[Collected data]
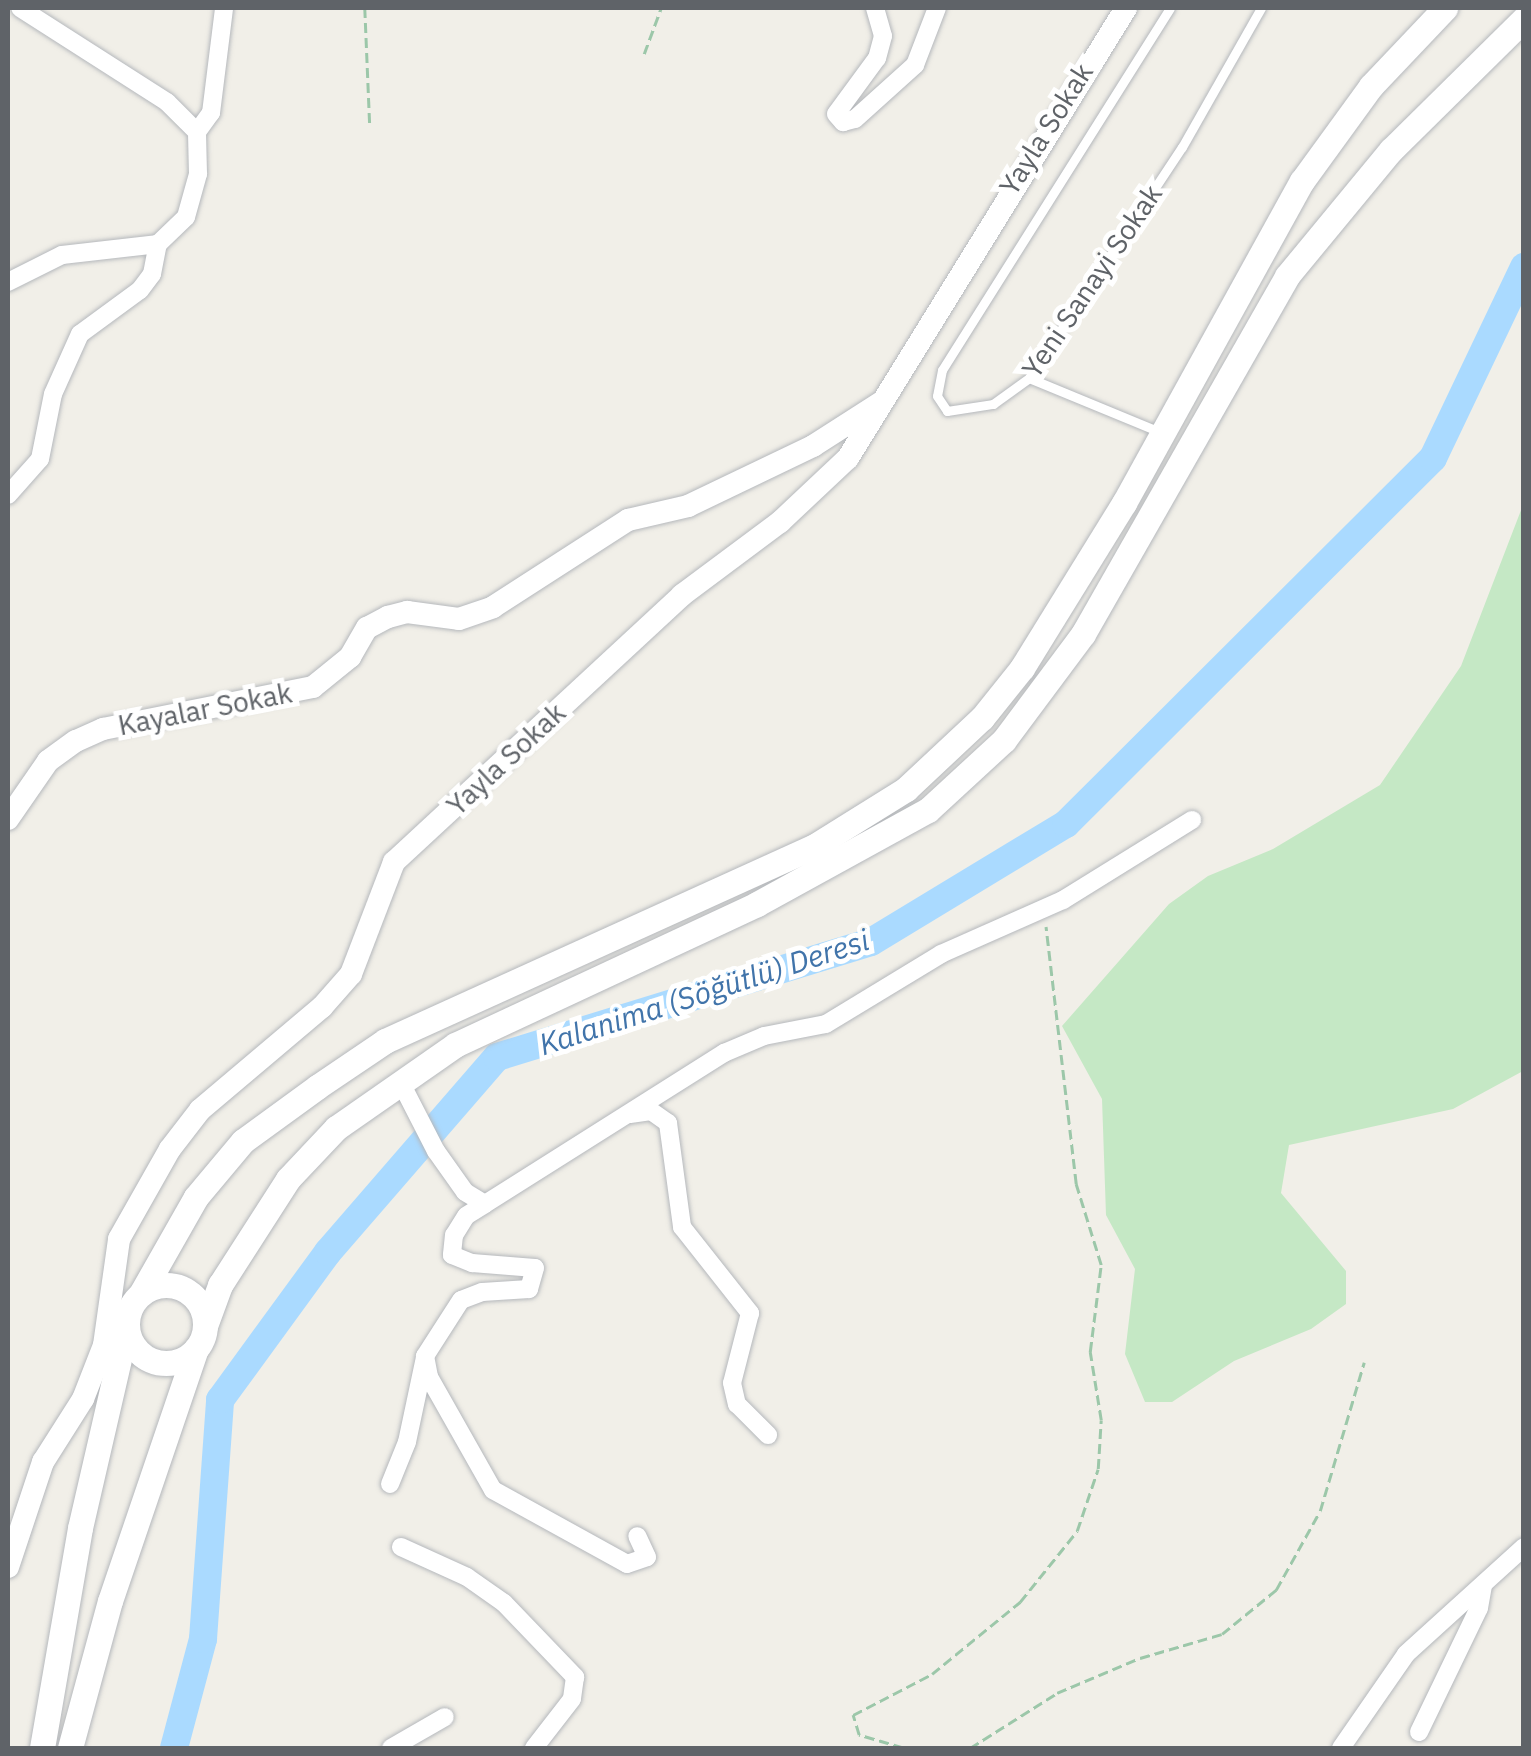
<!DOCTYPE html>
<meta charset="utf-8">
<style>
body{margin:0}
#map{position:relative;width:1531px;height:1756px;overflow:hidden;background:#f1efe8;font-family:"IBM Plex Sans",sans-serif}
div>[style]{position:absolute}
.green>*{inset:0;background:#c5e8c5}
.river>*{height:28px;margin:-14px;padding:0 14px;transform-origin:14px;border-radius:14px;background:#aadaff}
.path>*{height:2.5px;margin-top:-1.25px;transform-origin:0;background:repeating-linear-gradient(90deg,#9cc7a9 0 10px,transparent 0 15px)}
.roads{filter:drop-shadow(0 0 2px #b5b8bc) drop-shadow(0 0 2px #b5b8bc)}
.service>*{height:9px;margin:-4.5px;padding:0 4.5px;transform-origin:4.5px;border-radius:4.5px;background:#fff}
.minor>*{height:18px;margin:-9px;padding:0 9px;transform-origin:9px;border-radius:9px;background:#fff}
.tertiary>*{height:22px;margin:-11px;padding:0 11px;transform-origin:11px;border-radius:11px;background:#fff}
.secondary>*{height:25px;margin:-12.5px;padding:0 12.5px;transform-origin:12.5px;border-radius:12.5px;background:#fff}
.secondary>.ring{margin:-12.5px;padding:0;box-sizing:content-box;background:none;border:25px solid #fff;border-radius:50%}
span{translate:-50% -50%;white-space:nowrap;text-align:center;line-height:1.15;-webkit-text-stroke:10px #fff;paint-order:stroke}
.street-label{font-size:28px;color:#5f6368}
.water-label{font-size:30px;color:#4174aa;font-style:italic}
.frame{position:absolute;inset:0;border:10px solid #5f6368;pointer-events:none}
</style>
<div id="map">
<div class="green">
<div style="clip-path:polygon(1523px 505px,1523px 1071px,1453px 1109px,1289px 1145px,1281px 1193px,1346px 1271px,1346px 1304px,1311px 1329px,1234px 1361px,1172px 1402px,1145px 1402px,1125px 1354px,1135px 1269px,1106px 1215px,1102px 1099px,1062px 1026px,1169px 904px,1208px 876px,1273px 849px,1380px 785px,1461px 666px)"></div>
</div>
<div class="river">
<div style="left:174px;top:1748px;width:113px;rotate:-75.1deg"></div>
<div style="left:203px;top:1639px;width:240px;rotate:-85.9deg"></div>
<div style="left:220px;top:1400px;width:183px;rotate:-53.9deg"></div>
<div style="left:328px;top:1252px;width:258px;rotate:-49.1deg"></div>
<div style="left:497px;top:1057px;width:391px;rotate:-17.1deg"></div>
<div style="left:871px;top:942px;width:228px;rotate:-31.2deg"></div>
<div style="left:1066px;top:824px;width:518px;rotate:-44.92deg"></div>
<div style="left:1433px;top:458px;width:212px;rotate:-64.5deg"></div>
</div>
<div class="path">
<div style="left:365px;top:8px;width:118px;rotate:87.6deg"></div>
<div style="left:644px;top:54px;width:49px;rotate:-69.7deg"></div>
<div style="left:903px;top:1748px;width:46px;rotate:-163.5deg"></div>
<div style="left:859px;top:1735px;width:21px;rotate:-107deg"></div>
<div style="left:853px;top:1715px;width:89px;rotate:-27.4deg"></div>
<div style="left:932px;top:1674px;width:114px;rotate:-39.3deg"></div>
<div style="left:1020px;top:1602px;width:91px;rotate:-51.2deg"></div>
<div style="left:1077px;top:1531px;width:65px;rotate:-71.3deg"></div>
<div style="left:1098px;top:1469px;width:49px;rotate:-86.5deg"></div>
<div style="left:1101px;top:1420px;width:69px;rotate:-99.2deg"></div>
<div style="left:1090px;top:1352px;width:88px;rotate:-82.8deg"></div>
<div style="left:1101px;top:1265px;width:85px;rotate:-107.2deg"></div>
<div style="left:1076px;top:1184px;width:259px;rotate:-96.7deg"></div>
<div style="left:970px;top:1748px;width:103px;rotate:-32.3deg"></div>
<div style="left:1057px;top:1693px;width:90px;rotate:-22.9deg"></div>
<div style="left:1140px;top:1658px;width:85px;rotate:-16.3deg"></div>
<div style="left:1222px;top:1634px;width:70px;rotate:-39.2deg"></div>
<div style="left:1276px;top:1590px;width:90px;rotate:-60.9deg"></div>
<div style="left:1320px;top:1511px;width:155px;rotate:-73.5deg"></div>
</div>
<div class="roads">
<div class="service">
<div style="left:1170px;top:8px;width:428px;rotate:122.2deg"></div>
<div style="left:942px;top:370px;width:26px;rotate:101deg"></div>
<div style="left:937px;top:396px;width:18px;rotate:56deg"></div>
<div style="left:947px;top:411px;width:47px;rotate:-8.7deg"></div>
<div style="left:993px;top:404px;width:44px;rotate:-35.8deg"></div>
<div style="left:1029px;top:378px;width:277px;rotate:-56.5deg"></div>
<div style="left:1182px;top:147px;width:160px;rotate:-60.4deg"></div>
<div style="left:1029px;top:378px;width:142px;rotate:22.4deg"></div>
</div>
<div class="minor">
<div style="left:875px;top:8px;width:29px;rotate:74deg"></div>
<div style="left:883px;top:36px;width:23px;rotate:105deg"></div>
<div style="left:877px;top:58px;width:69px;rotate:126.2deg"></div>
<div style="left:836px;top:114px;width:11px;rotate:49deg"></div>
<div style="left:843px;top:122px;width:12px;rotate:-14deg"></div>
<div style="left:855px;top:119px;width:81px;rotate:-42deg"></div>
<div style="left:915px;top:65px;width:61px;rotate:-68.9deg"></div>
<div style="left:197px;top:132px;width:24px;rotate:-54deg"></div>
<div style="left:211px;top:113px;width:106px;rotate:-82.9deg"></div>
<div style="left:8px;top:282px;width:60px;rotate:-26.6deg"></div>
<div style="left:62px;top:255px;width:97px;rotate:-6.5deg"></div>
<div style="left:158px;top:244px;width:39px;rotate:-44deg"></div>
<div style="left:186px;top:217px;width:45px;rotate:-74.4deg"></div>
<div style="left:198px;top:174px;width:42px;rotate:-91.4deg"></div>
<div style="left:197px;top:132px;width:42px;rotate:-135deg"></div>
<div style="left:167px;top:102px;width:174px;rotate:-147.4deg"></div>
<div style="left:8px;top:495px;width:48px;rotate:-48.4deg"></div>
<div style="left:40px;top:459px;width:66px;rotate:-78.7deg"></div>
<div style="left:53px;top:394px;width:66px;rotate:-65.8deg"></div>
<div style="left:80px;top:334px;width:74px;rotate:-36.3deg"></div>
<div style="left:140px;top:290px;width:20px;rotate:-53deg"></div>
<div style="left:152px;top:274px;width:31px;rotate:-79deg"></div>
<div style="left:400px;top:1081px;width:79px;rotate:62.8deg"></div>
<div style="left:436px;top:1151px;width:50px;rotate:54.7deg"></div>
<div style="left:465px;top:1192px;width:23px;rotate:31deg"></div>
<div style="left:485px;top:1204px;width:283px;rotate:-32.3deg"></div>
<div style="left:724px;top:1053px;width:43px;rotate:-23deg"></div>
<div style="left:764px;top:1036px;width:63px;rotate:-11deg"></div>
<div style="left:826px;top:1024px;width:135px;rotate:-31.3deg"></div>
<div style="left:941px;top:954px;width:133px;rotate:-23.9deg"></div>
<div style="left:1063px;top:900px;width:152px;rotate:-31.8deg"></div>
<div style="left:630px;top:1114px;width:21px;rotate:-8deg"></div>
<div style="left:651px;top:1111px;width:21px;rotate:35deg"></div>
<div style="left:668px;top:1123px;width:105px;rotate:82.3deg"></div>
<div style="left:682px;top:1227px;width:110px;rotate:51.7deg"></div>
<div style="left:750px;top:1313px;width:72px;rotate:104.4deg"></div>
<div style="left:732px;top:1383px;width:22px;rotate:77deg"></div>
<div style="left:737px;top:1404px;width:44px;rotate:45deg"></div>
<div style="left:485px;top:1204px;width:22px;rotate:148deg"></div>
<div style="left:466px;top:1216px;width:22px;rotate:122deg"></div>
<div style="left:454px;top:1235px;width:20px;rotate:96deg"></div>
<div style="left:452px;top:1255px;width:22px;rotate:22deg"></div>
<div style="left:472px;top:1263px;width:63px;rotate:4.5deg"></div>
<div style="left:535px;top:1268px;width:22px;rotate:106deg"></div>
<div style="left:529px;top:1289px;width:47px;rotate:176.3deg"></div>
<div style="left:482px;top:1292px;width:22px;rotate:159deg"></div>
<div style="left:461px;top:1300px;width:67px;rotate:122.7deg"></div>
<div style="left:425px;top:1356px;width:21px;rotate:79deg"></div>
<div style="left:429px;top:1377px;width:130px;rotate:60.5deg"></div>
<div style="left:493px;top:1490px;width:153px;rotate:28.9deg"></div>
<div style="left:627px;top:1564px;width:21px;rotate:-19deg"></div>
<div style="left:647px;top:1557px;width:23px;rotate:-115deg"></div>
<div style="left:390px;top:1484px;width:45px;rotate:-68deg"></div>
<div style="left:407px;top:1442px;width:87px;rotate:-78deg"></div>
<div style="left:401px;top:1547px;width:72px;rotate:24.4deg"></div>
<div style="left:467px;top:1577px;width:45px;rotate:35.1deg"></div>
<div style="left:504px;top:1603px;width:103px;rotate:46.2deg"></div>
<div style="left:575px;top:1677px;width:22px;rotate:98deg"></div>
<div style="left:572px;top:1699px;width:62px;rotate:127.8deg"></div>
<div style="left:1419px;top:1732px;width:138px;rotate:-64.2deg"></div>
<div style="left:1479px;top:1608px;width:22px;rotate:-80deg"></div>
<div style="left:391px;top:1748px;width:62px;rotate:-29.9deg"></div>
<div style="left:1341px;top:1748px;width:114px;rotate:-55.3deg"></div>
<div style="left:1406px;top:1654px;width:159px;rotate:-42.2deg"></div>
</div>
<div class="tertiary">
<div style="left:8px;top:819px;width:70px;rotate:-55.4deg"></div>
<div style="left:48px;top:761px;width:34px;rotate:-36deg"></div>
<div style="left:76px;top:741px;width:30px;rotate:-24deg"></div>
<div style="left:103px;top:729px;width:214px;rotate:-11.3deg"></div>
<div style="left:313px;top:687px;width:48px;rotate:-39deg"></div>
<div style="left:350px;top:657px;width:34px;rotate:-60deg"></div>
<div style="left:367px;top:628px;width:24px;rotate:-28deg"></div>
<div style="left:388px;top:617px;width:20px;rotate:-15deg"></div>
<div style="left:407px;top:612px;width:52px;rotate:7.7deg"></div>
<div style="left:459px;top:619px;width:36px;rotate:-19deg"></div>
<div style="left:493px;top:607px;width:161px;rotate:-32.8deg"></div>
<div style="left:628px;top:520px;width:62px;rotate:-13.1deg"></div>
<div style="left:688px;top:506px;width:139px;rotate:-25.6deg"></div>
<div style="left:813px;top:446px;width:83px;rotate:-32.7deg"></div>
<div style="left:8px;top:1567px;width:111px;rotate:-71.6deg"></div>
<div style="left:43px;top:1462px;width:75px;rotate:-57.6deg"></div>
<div style="left:83px;top:1399px;width:58px;rotate:-68.7deg"></div>
<div style="left:104px;top:1345px;width:107px;rotate:-81.9deg"></div>
<div style="left:119px;top:1239px;width:103px;rotate:-60.5deg"></div>
<div style="left:170px;top:1149px;width:49px;rotate:-52.4deg"></div>
<div style="left:200px;top:1110px;width:160px;rotate:-40.2deg"></div>
<div style="left:322px;top:1007px;width:44px;rotate:-48.7deg"></div>
<div style="left:351px;top:974px;width:120px;rotate:-69deg"></div>
<div style="left:394px;top:862px;width:393px;rotate:-42.8deg"></div>
<div style="left:682px;top:595px;width:122px;rotate:-36.7deg"></div>
<div style="left:780px;top:522px;width:93px;rotate:-43.3deg"></div>
<div style="left:848px;top:458px;width:529px;rotate:-58.29deg"></div>
</div>
<div class="secondary">
<div class="ring" style="left:127px;top:1285px;width:53px;height:53px"></div>
<div style="left:142px;top:1292px;width:109px;rotate:-60.4deg"></div>
<div style="left:196px;top:1197px;width:73px;rotate:-50deg"></div>
<div style="left:243px;top:1141px;width:92px;rotate:-36.1deg"></div>
<div style="left:317px;top:1087px;width:82px;rotate:-34.1deg"></div>
<div style="left:385px;top:1041px;width:470px;rotate:-24.4deg"></div>
<div style="left:813px;top:847px;width:110px;rotate:-31.9deg"></div>
<div style="left:906px;top:789px;width:104px;rotate:-43.1deg"></div>
<div style="left:982px;top:718px;width:64px;rotate:-51.3deg"></div>
<div style="left:1022px;top:668px;width:194px;rotate:-58.3deg"></div>
<div style="left:1124px;top:503px;width:368px;rotate:-61.1deg"></div>
<div style="left:1302px;top:181px;width:117px;rotate:-54deg"></div>
<div style="left:1371px;top:86px;width:108px;rotate:-46.5deg"></div>
<div style="left:205px;top:1326px;width:44px;rotate:-69.9deg"></div>
<div style="left:220px;top:1285px;width:126px;rotate:-57.3deg"></div>
<div style="left:288px;top:1179px;width:70px;rotate:-46.7deg"></div>
<div style="left:336px;top:1128px;width:145px;rotate:-34.9deg"></div>
<div style="left:455px;top:1045px;width:333px;rotate:-25deg"></div>
<div style="left:757px;top:904px;width:195px;rotate:-28.8deg"></div>
<div style="left:928px;top:810px;width:103px;rotate:-42.6deg"></div>
<div style="left:1004px;top:740px;width:132px;rotate:-53.3deg"></div>
<div style="left:1083px;top:634px;width:412px;rotate:-60.3deg"></div>
<div style="left:1287px;top:276px;width:163px;rotate:-50.5deg"></div>
<div style="left:1391px;top:150px;width:187px;rotate:-44.6deg"></div>
<div style="left:42px;top:1748px;width:223px;rotate:-80.2deg"></div>
<div style="left:80px;top:1528px;width:205px;rotate:-77deg"></div>
<div style="left:70px;top:1748px;width:152px;rotate:-74.8deg"></div>
<div style="left:110px;top:1601px;width:266px;rotate:-71.2deg"></div>
</div>
</div>
<div class="street-label">
<span style="left:1046px;top:129px;rotate:-58deg">Yayla Sokak</span>
<span style="left:1092px;top:281px;rotate:-56deg">Yeni Sanayi Sokak</span>
<span style="left:205px;top:709px;rotate:-11deg">Kayalar Sokak</span>
<span style="left:506px;top:759px;rotate:-43deg">Yayla Sokak</span>
</div>
<div class="water-label">
<span style="left:704px;top:992px;rotate:-18deg">Kalanima (Söğütlü) Deresi</span>
</div>
<div class="frame"></div>
</div>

EXERCISE PROMPT:
The answer must consist of every line from the entries above that contains "inset".

ANSWER FOR THE TASK:
.green>*{inset:0;background:#c5e8c5}
.frame{position:absolute;inset:0;border:10px solid #5f6368;pointer-events:none}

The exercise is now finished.